State v. Nessler

256 S.E.2d 419 | S.C. | 1979

Gregory, Justice:

This declaratory judgment action was brought by the Attorney General under Section 15-53-10 et seq., 1976 Code of Laws of South Carolina, in the original jurisdiction of this Court, to determine the following agreed question:

Is a municipal recorder of a municipal court established pursuant to Section 14-25-910 of the 1976 Code of Laws *372authorized to sentence a criminal defendant found guilty of a particular offense singly instead of in the alternative ?

Section 14-25-910, as amended April 24, 1979, provides for the establishment of municipal recorder’s courts:

The governing body of any municipality in this State may establish, by ordinance, a municipal court for the trial and determination of all cases arising under the ordinances of such municipality.

The court is held by a recorder who is elected by the mayor and aldermen pursuant to Section 14-25-920, 1976 Code. The jurisdiction of the recorder’s court is set forth in Section 14-25-970:

Such municipal court shall have jurisdiction to try and determine all cases arising under the ordinances of the city in which the court is established and generally shall have all such judicial powers and duties as are now conferred upon the mayor of such city, either by its charter or by the laws of this State. The municipal court shall also have all such powers, duties and jurisdiction in criminal cases made under municipal or State law as are now conferred by law upon the magistrates appointed and commissioned for the county in which the court is established, except that such court shall not have the authority of a magistrate to appoint a constable.

The issue presented by this action arises from the wording of Section 14-25-970. The first sentence of Section 14-25-970, states that the recprders “shall have all such judicial powers and duties as are now conferred upon the mayor of such city, either by its charter or the laws of this State.” Under the statutes that delineate the judicial powers and duties of a mayor, the mayor is specifically required to sentence a criminal defendant in the alternative. Section 14-25-50; Town of Union v. Hampton, 83 S. C. 46, 64 S. E. 1017 (1909).

The second sentence of Section 14-25-970 states that “the municipal court shall also have all such powers, duties and *373jurisdiction in criminal cases made under municipal or State law as are now conferred by law upon the magistrates.” Section 22-3-550, 1976 Code, as amended, authorizes the magistrates to sentence a criminal defendant singly or in the alternative.

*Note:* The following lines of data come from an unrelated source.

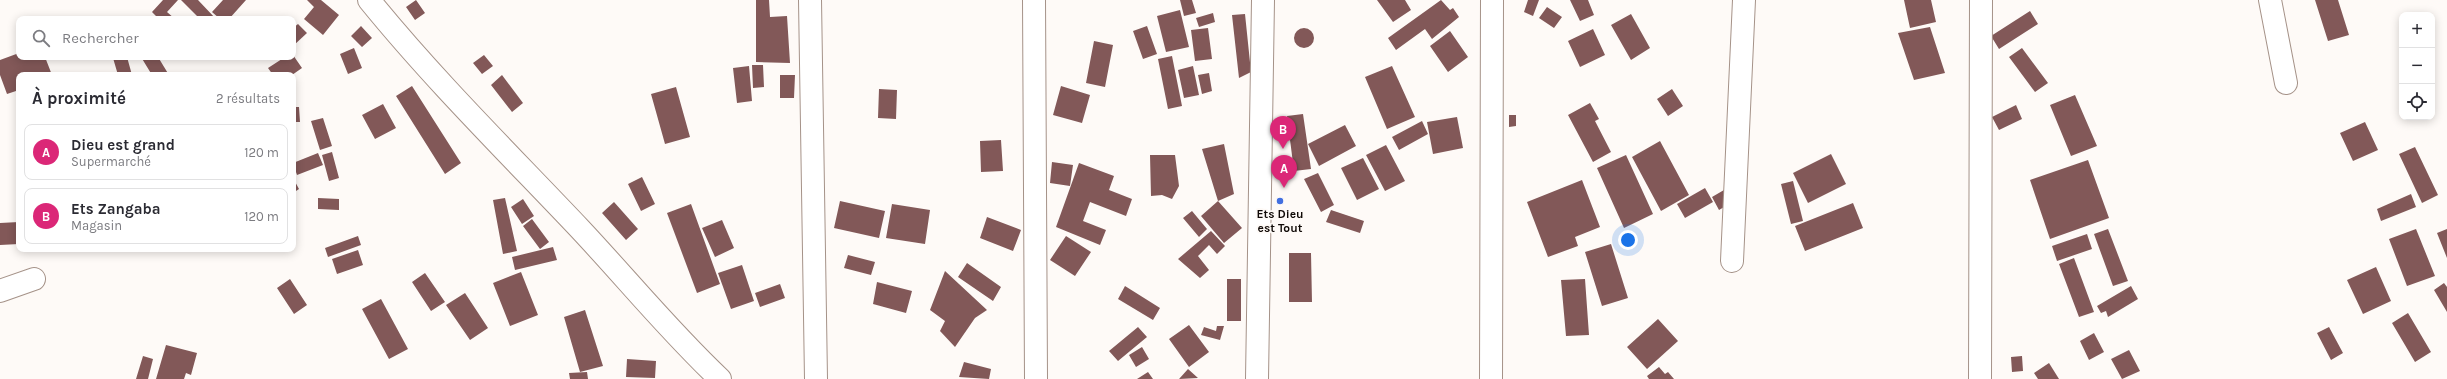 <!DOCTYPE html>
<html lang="fr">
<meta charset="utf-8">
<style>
:root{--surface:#fff;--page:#f7f7f7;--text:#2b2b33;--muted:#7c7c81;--line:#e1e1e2;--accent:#db2777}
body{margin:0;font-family:Karla,sans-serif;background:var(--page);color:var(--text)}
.controls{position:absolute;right:12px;top:12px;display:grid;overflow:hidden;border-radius:8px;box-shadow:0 2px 10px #0003}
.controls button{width:36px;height:36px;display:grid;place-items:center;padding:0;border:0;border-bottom:1px solid var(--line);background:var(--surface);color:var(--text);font:20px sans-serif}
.you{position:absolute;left:1628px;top:240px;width:14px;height:14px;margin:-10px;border:3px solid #fff;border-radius:50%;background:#1a73e8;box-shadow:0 0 0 6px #1a73e833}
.badge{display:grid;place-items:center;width:26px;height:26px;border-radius:50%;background:var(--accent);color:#fff;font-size:13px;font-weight:700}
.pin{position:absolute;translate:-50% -33px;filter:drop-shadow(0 1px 2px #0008)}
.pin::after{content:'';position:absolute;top:21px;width:14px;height:12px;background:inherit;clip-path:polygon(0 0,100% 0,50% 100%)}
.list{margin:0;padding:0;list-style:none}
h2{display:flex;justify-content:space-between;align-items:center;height:52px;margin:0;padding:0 16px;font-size:17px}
h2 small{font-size:13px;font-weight:400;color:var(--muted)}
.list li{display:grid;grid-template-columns:26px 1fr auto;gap:12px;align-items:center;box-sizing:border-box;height:56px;margin:0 8px 8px;padding:0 8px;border:1px solid var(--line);border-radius:8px}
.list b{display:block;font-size:15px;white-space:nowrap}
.list p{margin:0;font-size:13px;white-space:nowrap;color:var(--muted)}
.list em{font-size:13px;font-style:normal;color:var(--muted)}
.icon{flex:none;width:22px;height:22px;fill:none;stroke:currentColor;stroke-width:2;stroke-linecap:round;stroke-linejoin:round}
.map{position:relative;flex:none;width:2447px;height:379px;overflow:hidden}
.search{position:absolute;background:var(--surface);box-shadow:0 2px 10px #0003;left:16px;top:16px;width:280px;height:44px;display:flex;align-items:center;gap:10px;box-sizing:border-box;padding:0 14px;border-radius:8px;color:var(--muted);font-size:15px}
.panel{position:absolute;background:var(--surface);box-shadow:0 2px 10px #0003;left:16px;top:72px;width:280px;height:180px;border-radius:8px}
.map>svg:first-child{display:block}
.building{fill:#825858}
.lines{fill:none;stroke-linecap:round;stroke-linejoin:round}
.minor-casing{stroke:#a59288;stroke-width:24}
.minor{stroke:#fff;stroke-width:22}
.poi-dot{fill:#426fe0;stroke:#fefaf7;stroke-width:1.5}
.labels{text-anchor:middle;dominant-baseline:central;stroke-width:3.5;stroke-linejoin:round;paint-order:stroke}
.poi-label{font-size:12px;font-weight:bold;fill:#100a07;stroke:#fefaf7}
</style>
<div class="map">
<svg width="2447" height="379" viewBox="0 0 2447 379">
<rect width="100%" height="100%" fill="#fefaf7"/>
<path class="building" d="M163,0H178L167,12L175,19H159L152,12Z
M181,0H198L216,19H200Z
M223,0H246L229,19H220L212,12Z
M307,0H321L339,15L323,35L304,19L314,7Z
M416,0L425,13L415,20L406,7Z
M756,0H769L770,17L787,16L790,63L756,62Z
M1180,0H1192L1196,13L1184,16Z
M1377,0H1405L1411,10L1393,22Z
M1441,0L1450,10L1453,8L1459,17L1432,39L1425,29L1396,50L1388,38Z
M1528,0H1539L1533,16L1524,12Z
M1570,0H1588L1594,15L1580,21Z
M1904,0H1931L1936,22L1910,28Z
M2315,0H2338L2349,35L2328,41Z
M1547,7L1562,17L1554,28L1539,18Z
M1180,10L1189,47L1166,52L1157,16Z
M2030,11L2038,24L1999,49L1991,36Z
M1213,13L1215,22L1199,27L1196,18Z
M1245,14L1251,72L1239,78L1232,15Z
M1631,14L1650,48L1631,60L1611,25Z
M298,24L307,33L293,46V28Z
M361,26L372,38L362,47L351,36Z
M1147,26L1157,54L1143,59L1133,31Z
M1930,27L1945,73L1914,80L1898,33Z
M1294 38a10 10 0 1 1 20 0a10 10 0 1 1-20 0Z
M1208,28L1212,59L1195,61L1191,30Z
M1593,29L1605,55L1580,67L1568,41Z
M1450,31L1468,57L1448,72L1430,46Z
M1094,41L1113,45L1105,87L1086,83Z
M354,48L362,68L348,74L340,54Z
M2022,48L2048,83L2035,92L2009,57Z
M19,53V57H45L52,75H19V90L7,94L0,75V60Z
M293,55L302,68L292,75H273L268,68L285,57H293Z
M484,55L493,66L482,74L473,63Z
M1172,56L1182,106L1168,109L1158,59Z
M115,57H127L132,75H118L113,58Z
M141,57H158L169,75H152Z
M752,65H763L764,87L753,88Z
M749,66L752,101L737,103L733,68Z
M1193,66L1199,95L1184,98L1178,70Z
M1392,66L1415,117L1387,129L1365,77Z
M1209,73L1212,91L1202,94L1198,75Z
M502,75L523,103L512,112L491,85Z
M780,75H795L794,98H780Z
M412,86L461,163L445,174L396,96Z
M1061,86L1090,95L1082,123L1053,115Z
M676,87L690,137L665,144L651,94Z
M879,89L897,90L896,119L878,118Z
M1672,89L1683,106L1668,116L1657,99Z
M2075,95L2097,146L2071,156L2050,105Z
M1590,103L1599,119L1595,121L1611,152L1593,162L1568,115Z
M383,104L396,128L375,139L362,115Z
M2016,105L2022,119L1999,130L1992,117Z
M293,107H299L300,122H293Z
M1303,114L1311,169L1294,171L1287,116Z
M1509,115H1516V126L1509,127Z
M1457,117L1463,148L1433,154L1427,122Z
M323,118L332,146L320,150L311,121Z
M1422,121L1428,134L1399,150L1392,137Z
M2365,122L2378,150L2353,161L2340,133Z
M1345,125L1356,146L1319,166L1308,144Z
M1001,140L1003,171L981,172L980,141Z
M1660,141L1689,195L1661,211L1632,157Z
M1224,144L1234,194L1218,201L1202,149Z
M1386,145L1405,181L1385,191L1366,155Z
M2415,147L2438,195L2422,203L2399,154Z
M332,152L339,178L329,181L322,155Z
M318,153L323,165L297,175L293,163Z
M1831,154L1846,184L1808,203L1793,173Z
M1150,155H1175L1179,186L1172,199L1162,195L1151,196Z
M1626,155L1653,214L1624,228L1597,168Z
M1363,158L1379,189L1357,200L1341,168Z
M2088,160L2109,218L2050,239L2030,180Z
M1052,162L1073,165L1070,186L1050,183Z
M1079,163L1114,176L1109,190L1132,199L1126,216L1090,202L1083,221L1106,230L1100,245L1056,227Z
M1318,173L1334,205L1321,212L1304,179Z
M642,177L655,204L641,211L628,184Z
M293,178L299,189L293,193Z
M1582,180L1600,227L1575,237L1578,246L1548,257L1527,202Z
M1793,181L1803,221L1791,224L1781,184Z
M1705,188L1713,202L1685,218L1677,204Z
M1724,190L1731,203L1719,210L1712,197Z
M2411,194L2416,207L2381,221L2377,209Z
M318,198L339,199V210L318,209Z
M505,198L517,251L503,254L493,200Z
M523,199L534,216L522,224L511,207Z
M840,201L885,211L879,238L834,228Z
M1218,201L1242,228L1224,243L1201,216Z
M614,202L638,229L626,240L602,213Z
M1853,203L1863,228L1805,251L1795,226Z
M691,204L720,284L697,293L667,213Z
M892,204L930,210L925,244L886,238Z
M1331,210L1364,221L1360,233L1326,222Z
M1192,211L1207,229L1199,237L1183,218Z
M987,217L1021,230L1013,251L980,238Z
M532,219L549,242L540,249L523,226Z
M722,220L734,248L715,257L702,228Z
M19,222V244L0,245V223Z
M2108,229L2128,281L2113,286L2094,234Z
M2416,229L2435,276L2407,286L2389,239Z
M2447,229V258L2437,233Z
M1211,231L1225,246L1217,254L1209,245L1198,256L1209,270L1200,278L1178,259Z
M2087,234L2092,249L2057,261L2052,246Z
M358,236L361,245L328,257L325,248Z
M1066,236L1091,252L1075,276L1050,260Z
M1611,244L1628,298L1602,306L1585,252Z
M553,247L557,260L515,270L512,257Z
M358,250L363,265L337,274L332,259Z
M1289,253H1311L1312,302H1289Z
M848,255L875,262L871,275L844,268Z
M2074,258L2094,312L2079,317L2059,264Z
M967,263L1001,287L993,301L958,277Z
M742,265L754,301L731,309L718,273Z
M2376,267L2391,301L2363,314L2347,280Z
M945,271L987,310L975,318L955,347L940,331L945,321L930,310Z
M521,272L538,315L510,326L493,283Z
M425,273L445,302L431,311L412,282Z
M290,279L307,305L294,314L277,288Z
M1227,279H1241V321H1227Z
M1585,279L1589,335L1566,336L1561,280Z
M877,282L912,291L906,313L873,304Z
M2444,283L2447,287V312L2434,290Z
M780,284L785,298L760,307L755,293Z
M1125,286L1160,308L1153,320L1118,299Z
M2131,286L2138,299L2108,317L2106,311L2101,313L2097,306Z
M465,293L488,328L470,340L446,305Z
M381,299L408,349L389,359L362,309Z
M585,310L603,366L580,372L564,317Z
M2408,313L2431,352L2415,362L2392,323Z
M1658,319L1678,341L1647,369L1627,347Z
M1189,325L1209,352L1189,367L1169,339Z
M1217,326H1224L1220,340L1201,335L1204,327L1216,331Z
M1138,327L1147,337L1118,361L1109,351Z
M2329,327L2343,353L2331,360L2317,333Z
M2094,333L2104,352L2089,360L2080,341Z
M166,345L197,353L191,375L186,373L184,379H156Z
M1142,347L1149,359L1136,367L1129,355Z
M2129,350L2140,371L2122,379L2111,359Z
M143,356L153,359L148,379H136Z
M2022,356L2023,371L2012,372L2011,357Z
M627,359L656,361L655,378L626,377Z
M964,362L991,369L989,379L959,377Z
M2049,363L2059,379H2038L2034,373Z
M1659,367L1665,374L1668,372L1674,379H1649L1647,376Z
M1188,369L1198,378L1179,379Z
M587,372L588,379H570L569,373Z
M1148,372L1153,379H1137Z"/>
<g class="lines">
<defs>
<path id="minor" d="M369,0C434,80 509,154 580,229C627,279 670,332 720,379
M810,0L816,379
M1034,0L1036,379
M2270,0L2286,83
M1732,261L1744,0
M0,291L34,279
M1257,379L1263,0
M1491,379L1492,0
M1980,379L1981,0"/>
</defs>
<use href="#minor" class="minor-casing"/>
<use href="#minor" class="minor"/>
</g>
<circle class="poi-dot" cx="1280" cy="201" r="4"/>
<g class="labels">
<g class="poi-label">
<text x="1280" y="214">Ets Dieu<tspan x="1280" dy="14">est Tout</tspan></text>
</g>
</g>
</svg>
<div class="controls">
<button>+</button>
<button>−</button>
<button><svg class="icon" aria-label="locate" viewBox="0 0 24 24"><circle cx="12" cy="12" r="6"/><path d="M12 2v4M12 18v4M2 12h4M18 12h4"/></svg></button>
</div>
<div class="you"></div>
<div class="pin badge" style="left:1284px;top:188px">A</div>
<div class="pin badge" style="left:1283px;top:149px">B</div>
<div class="search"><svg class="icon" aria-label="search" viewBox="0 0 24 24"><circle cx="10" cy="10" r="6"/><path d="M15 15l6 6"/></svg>Rechercher</div>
<section class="panel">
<h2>À proximité<small>2 résultats</small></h2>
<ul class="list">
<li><span class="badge">A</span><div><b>Dieu est grand</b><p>Supermarché</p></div><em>120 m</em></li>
<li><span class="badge">B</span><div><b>Ets Zangaba</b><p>Magasin</p></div><em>120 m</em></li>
</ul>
</section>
</div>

The Attorney General argues that the first sentence of Section 14-25-970 is controlling and that municipal recorders are required to sentence in the alternative. The defendant Nessler argues that the second sentence of Section 14-25-970 is controlling and that municipal recorders are empowered to sentence singly or in the alternative.

In determining the meaning of a statute, it is the duty of this Court to give force and effect to all parts of the statute, if possible. Bradford v. Byrnes, 221 S. C. 255, 70 S. E. (2d) 228 (1952). Section 14-25-970 provides that a municipal recorder shall have the judicial power of a mayor and “shall also have” the judicial power of a magistrate. We can conceive of no other reason why the words just quoted should have been inserted in the statute except to show that a municipal recorder possesses the judicial power of a magistrate in addition to the judicial power of a mayor. The use of the word “also” shows that the General Assembly intended an additional power to be conferred, City Council of Anderson v. O’Donnell, 29 S. C. 355, 7 S. E. 523 (1888), and that the judicial power of the municipal recorders should not be limited to the judicial power allotted to mayors.

Accordingly, we conclude that the authority of a municipal recorder to impose sentence is not limited to the authority of a mayor to impose sentence in the alternative, but is extended by Section 14-25-970 to include the authority of a magistrate to sentence singly or in the alternative.

Lewis, C. J., and Littlejohn, Ness and Rhodes, JJ., concur.